» Stored data

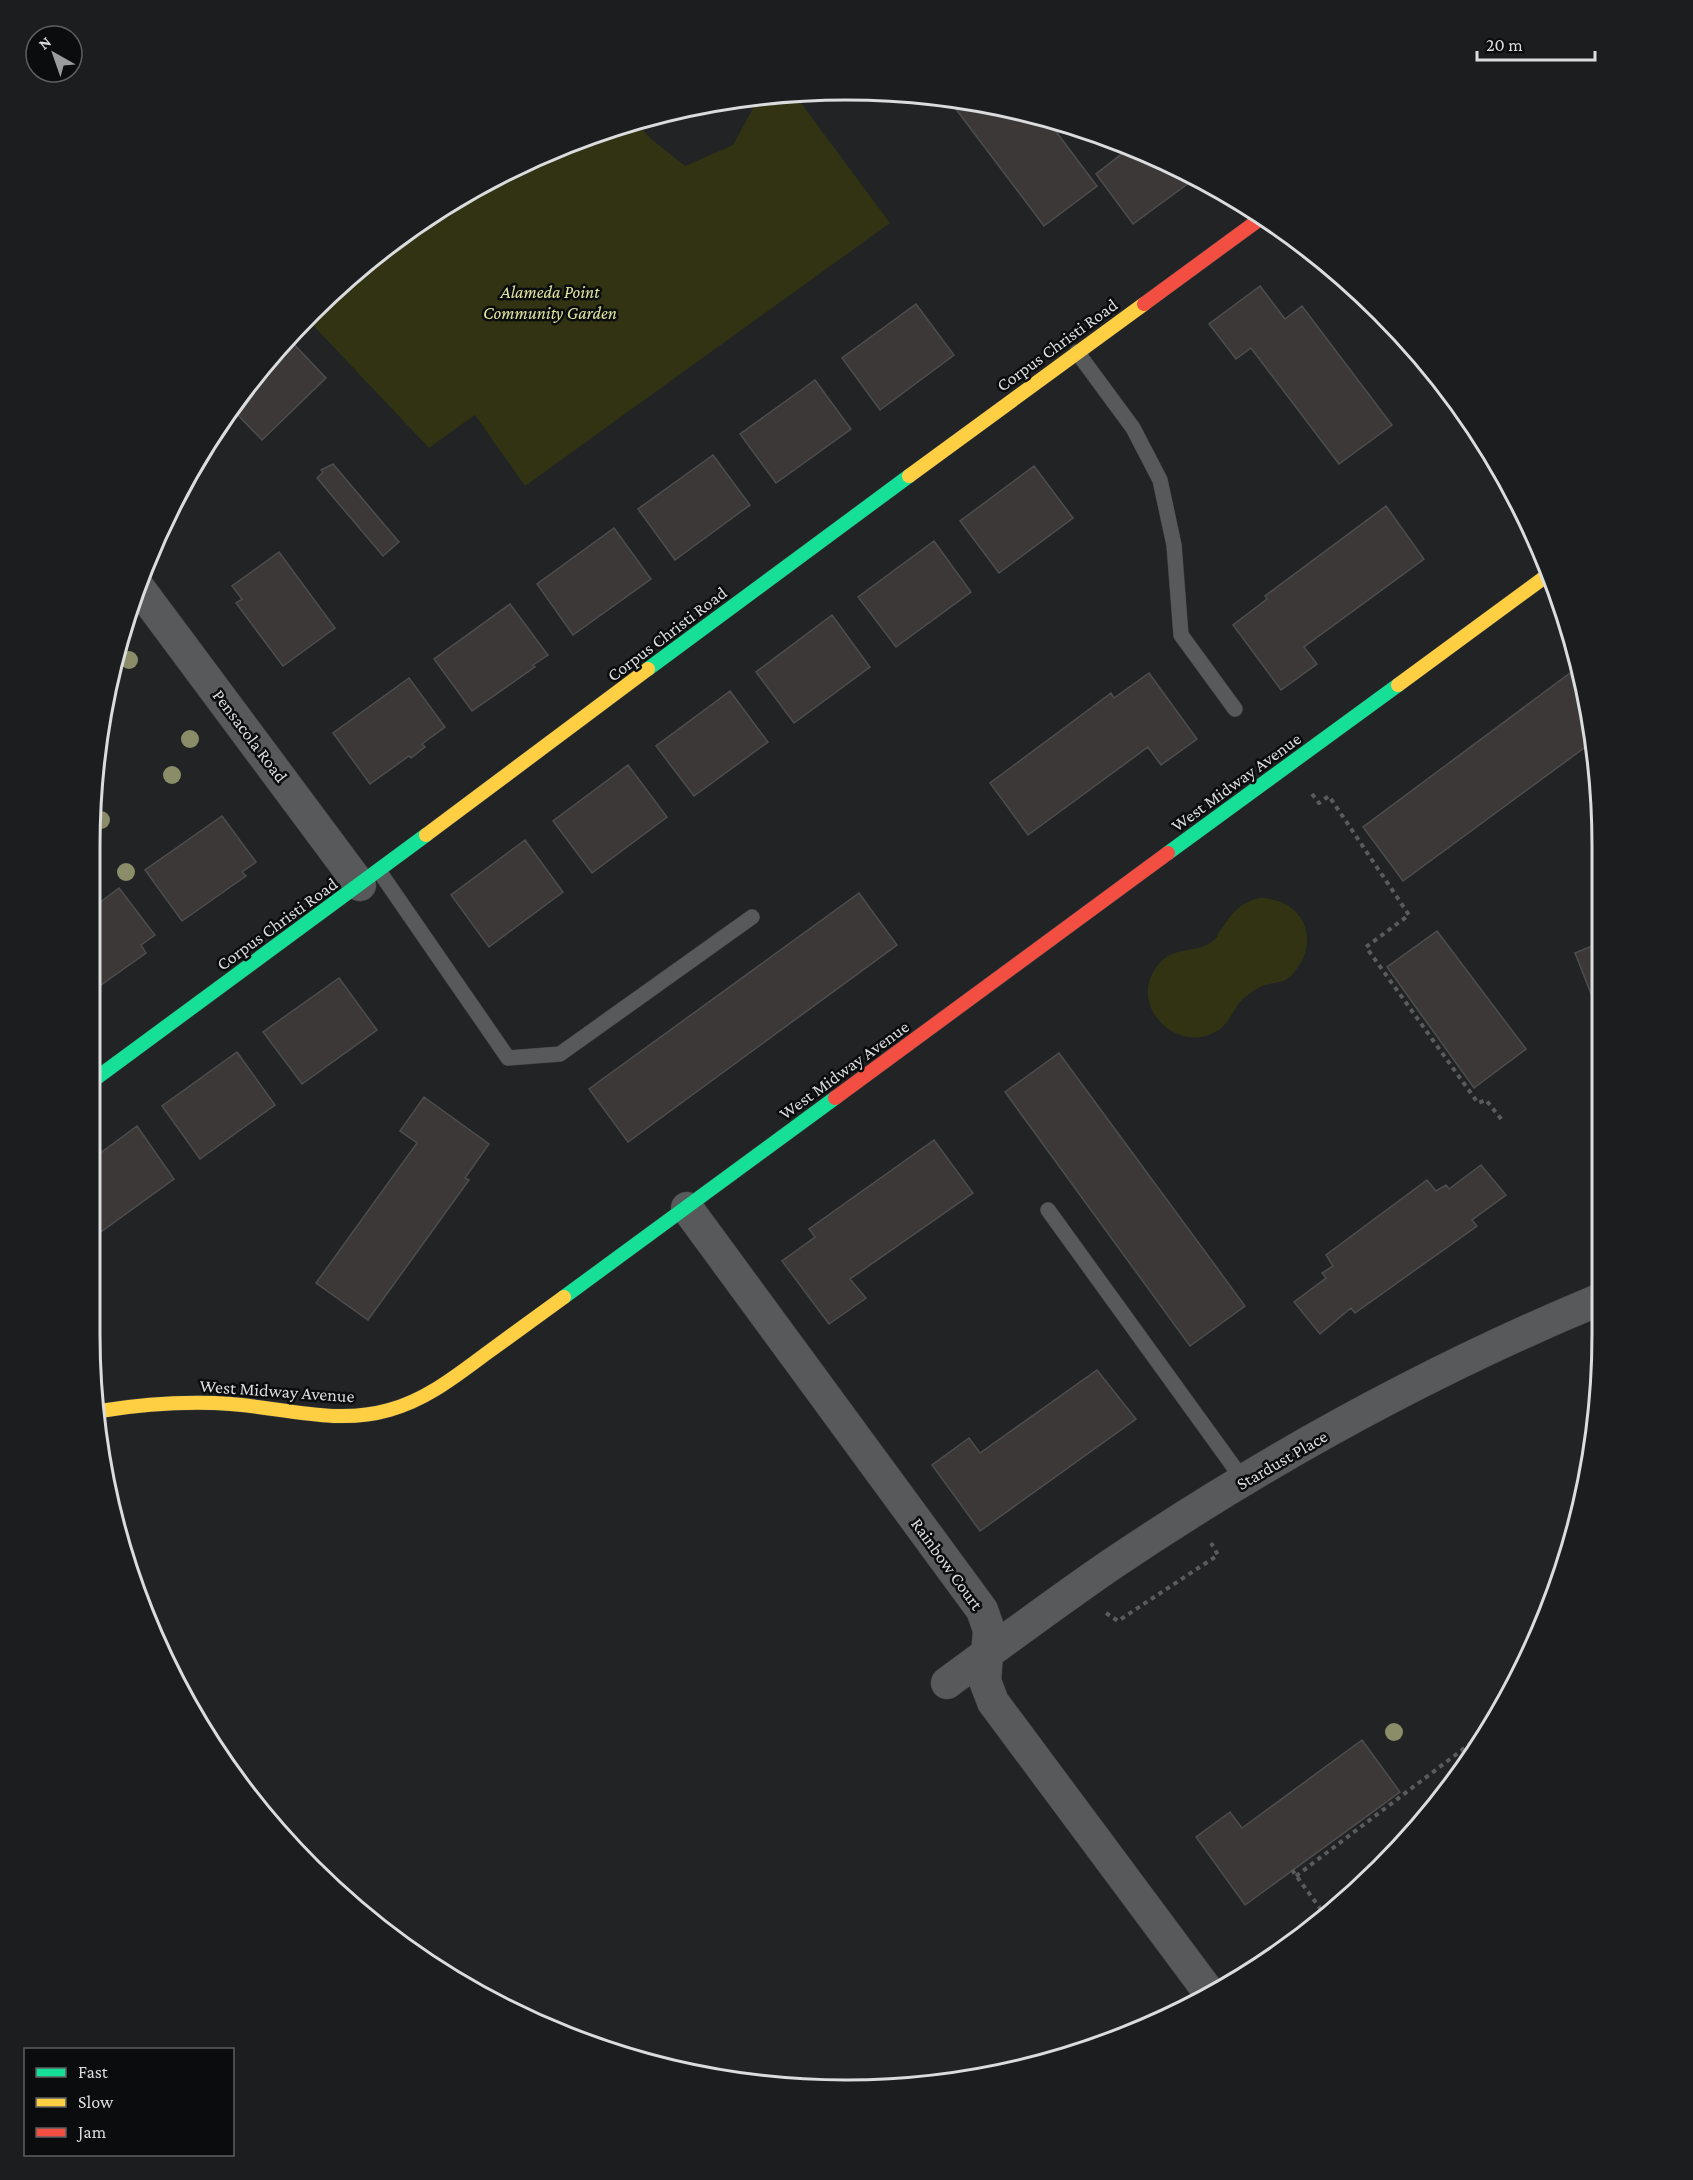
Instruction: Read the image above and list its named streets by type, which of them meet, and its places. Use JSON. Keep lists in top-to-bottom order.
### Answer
{
  "streets": {
    "street": [
      "Corpus Christi Road",
      "Pensacola Road",
      "West Midway Avenue",
      "Stardust Place",
      "Rainbow Court"
    ]
  },
  "crossings": [
    ["Corpus Christi Road", "Pensacola Road"],
    ["West Midway Avenue", "Rainbow Court"],
    ["Stardust Place", "Rainbow Court"]
  ],
  "parks": ["Alameda Point Community Garden"],
  "legend": ["Fast", "Slow", "Jam"],
  "scale_bar": "20 m",
  "north": "top left"
}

» The problem
Each line of the data above should be reproduced without alteration, and no picture should appear in the copy.

» Written answer
Instruction: Read the image above and list its named streets by type, which of them meet, and its places. Use JSON. Keep lists in top-to-bottom order.
### Answer
{
  "streets": {
    "street": [
      "Corpus Christi Road",
      "Pensacola Road",
      "West Midway Avenue",
      "Stardust Place",
      "Rainbow Court"
    ]
  },
  "crossings": [
    ["Corpus Christi Road", "Pensacola Road"],
    ["West Midway Avenue", "Rainbow Court"],
    ["Stardust Place", "Rainbow Court"]
  ],
  "parks": ["Alameda Point Community Garden"],
  "legend": ["Fast", "Slow", "Jam"],
  "scale_bar": "20 m",
  "north": "top left"
}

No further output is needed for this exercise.